WHAT TO DO:
Each and every line below goes into your answer unchanged, but leave out the images.

[Stored data]
== Segment start ==

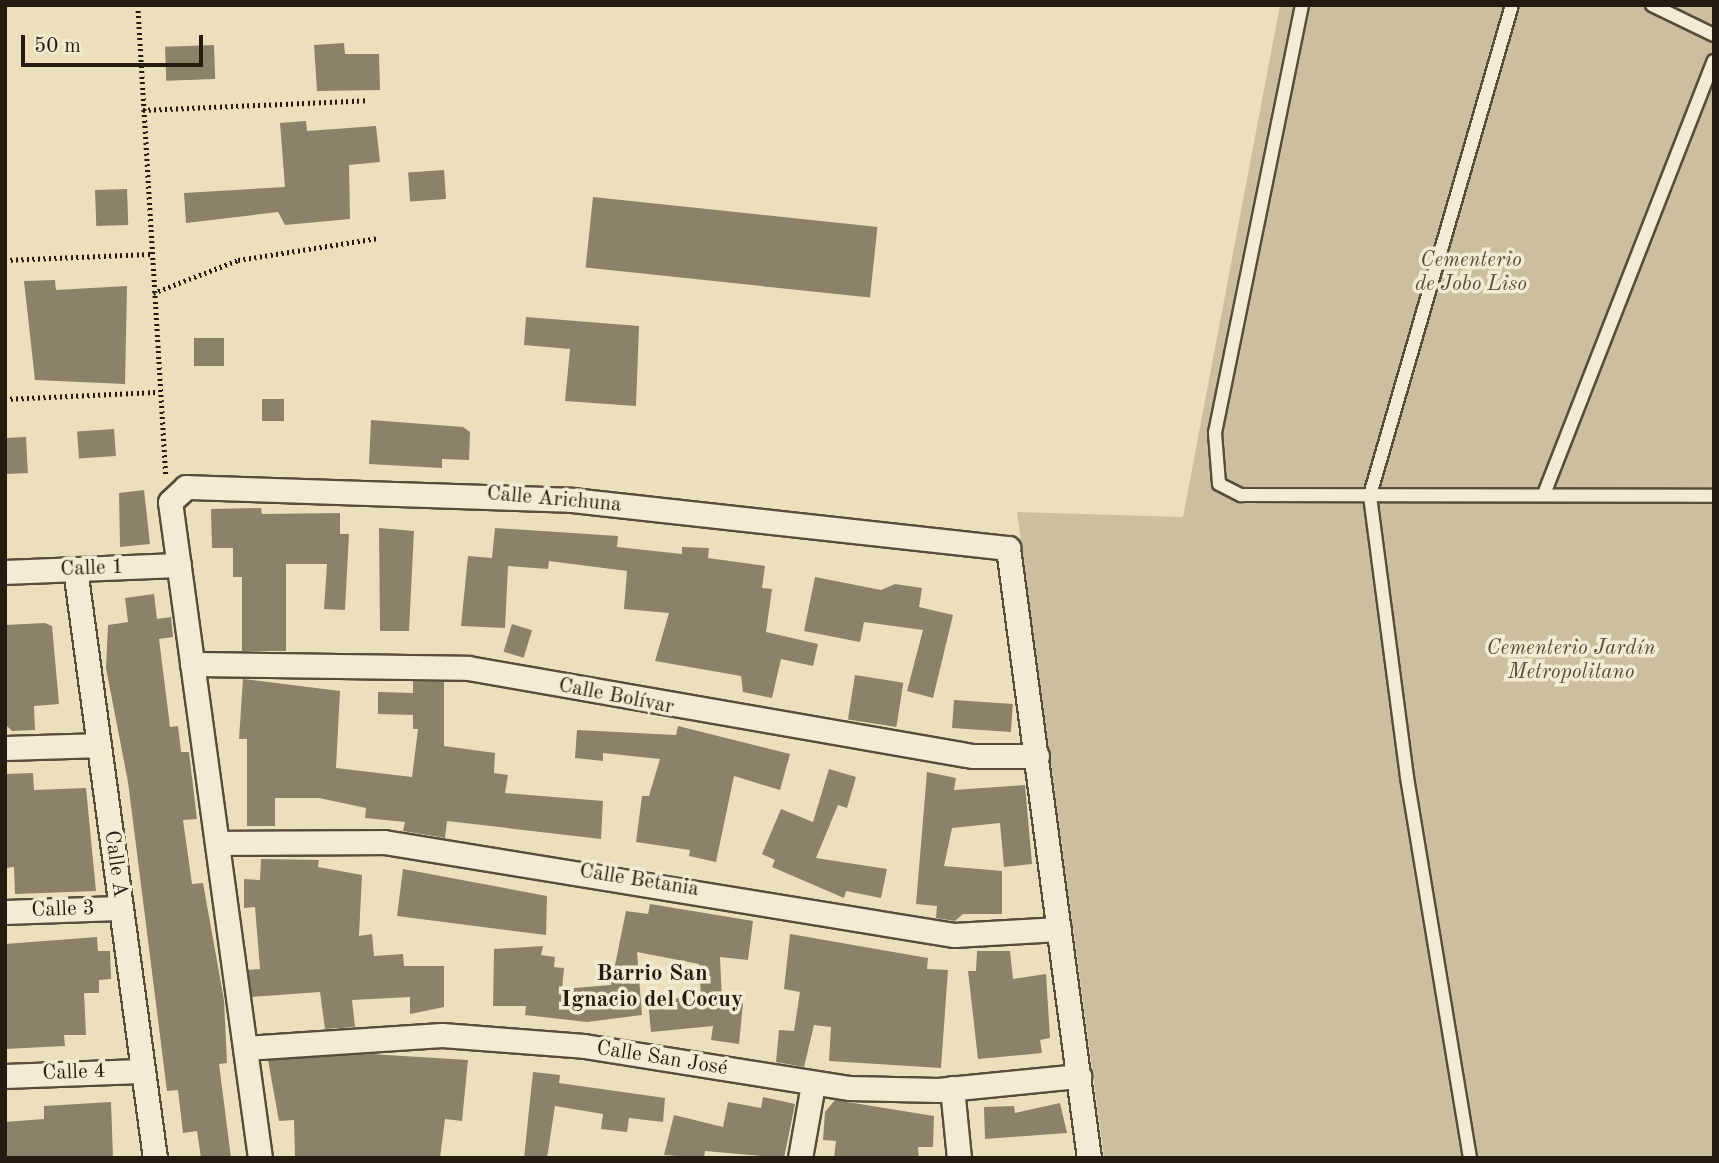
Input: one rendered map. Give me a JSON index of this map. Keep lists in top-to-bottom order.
{
  "streets": {
    "street": [
      "Calle Arichuna",
      "Calle 1",
      "Calle Bolívar",
      "Calle A",
      "Calle Betania",
      "Calle 3",
      "Calle San José",
      "Calle 4"
    ]
  },
  "crossings": [
    ["Calle Arichuna", "Calle Bolívar"],
    ["Calle 1", "Calle A"],
    ["Calle A", "Calle 3"],
    ["Calle A", "Calle 4"]
  ],
  "districts": ["Barrio San Ignacio del Cocuy"],
  "parks": ["Cementerio de Jobo Liso", "Cementerio Jardín Metropolitano"],
  "scale_bar": "50 m"
}
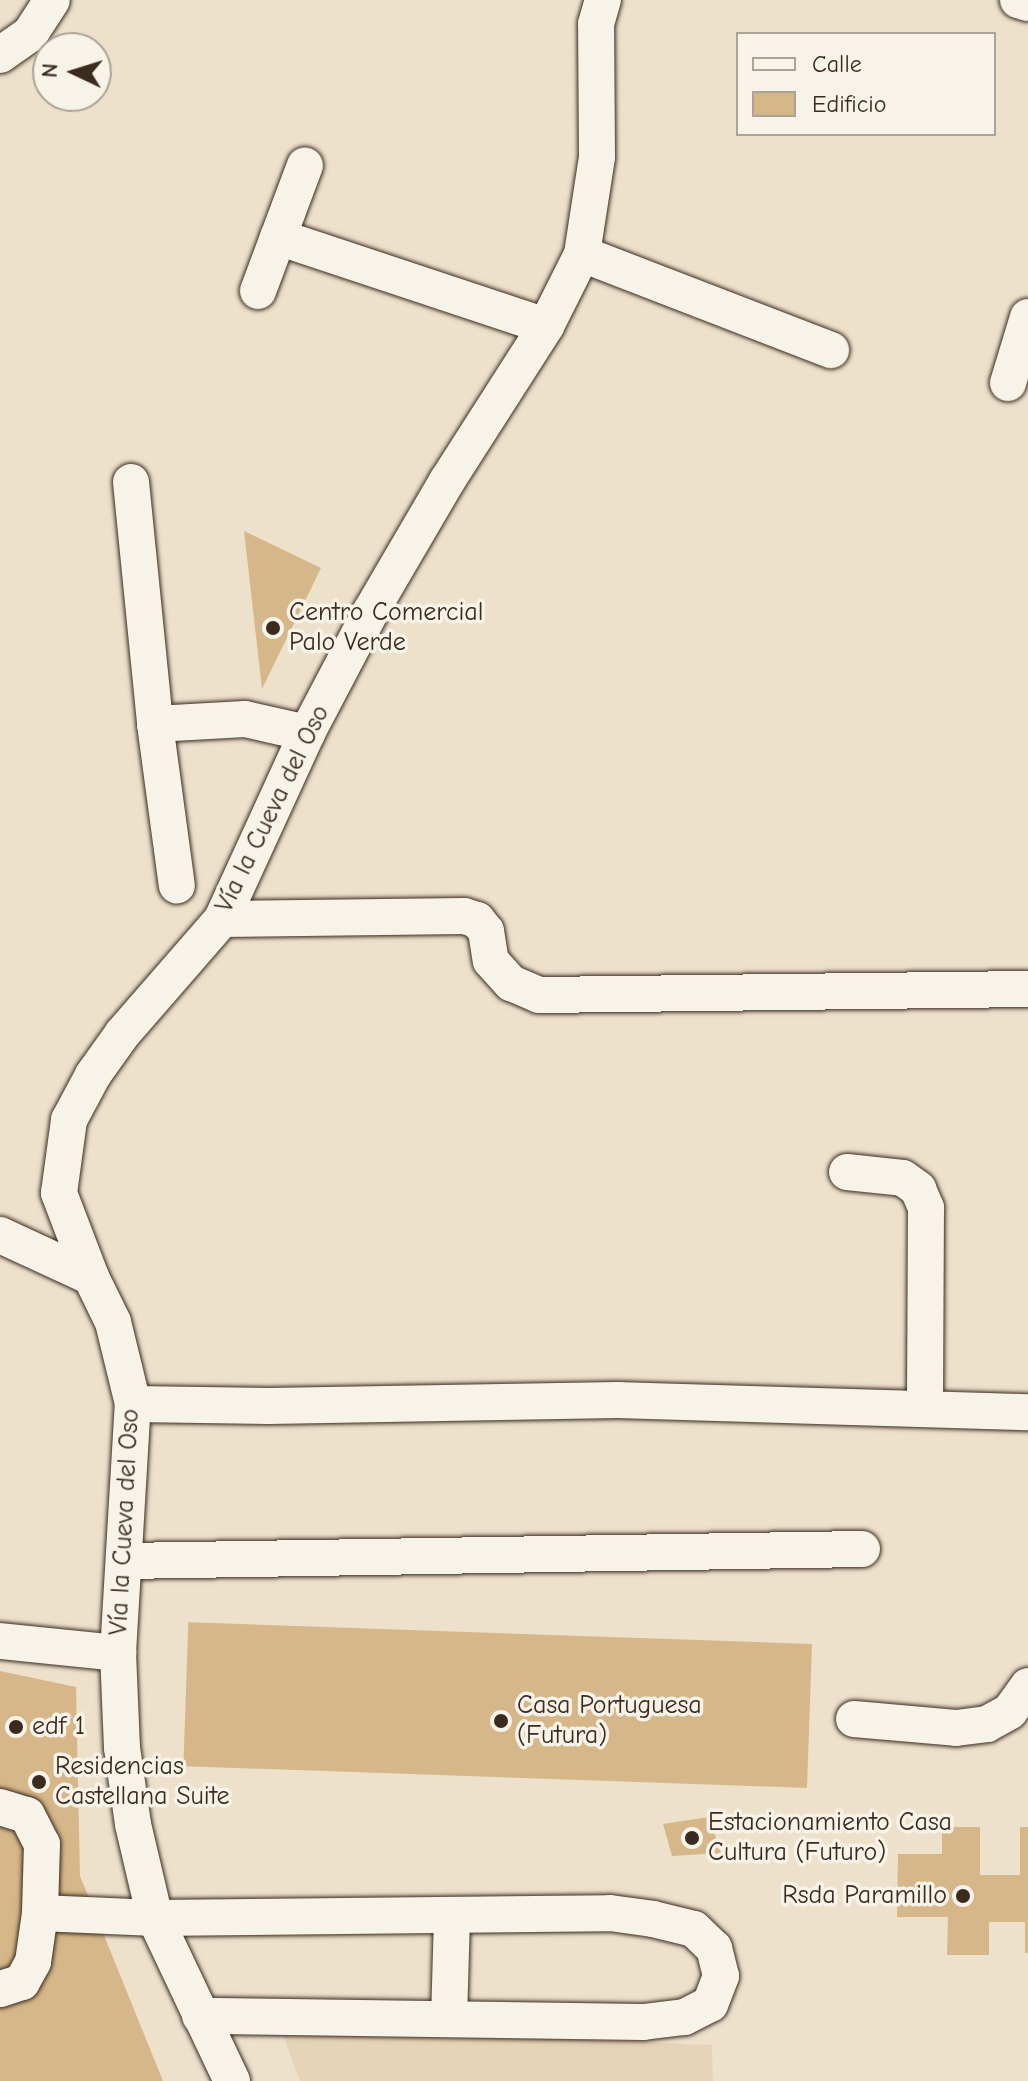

== Segment end ==

WORKED SOLUTION:
Input: one rendered map. Give me a JSON index of this map. Keep lists in top-to-bottom order.
{
  "streets": {
    "street": [
      "Calle Arichuna",
      "Calle 1",
      "Calle Bolívar",
      "Calle A",
      "Calle Betania",
      "Calle 3",
      "Calle San José",
      "Calle 4"
    ]
  },
  "crossings": [
    ["Calle Arichuna", "Calle Bolívar"],
    ["Calle 1", "Calle A"],
    ["Calle A", "Calle 3"],
    ["Calle A", "Calle 4"]
  ],
  "districts": ["Barrio San Ignacio del Cocuy"],
  "parks": ["Cementerio de Jobo Liso", "Cementerio Jardín Metropolitano"],
  "scale_bar": "50 m"
}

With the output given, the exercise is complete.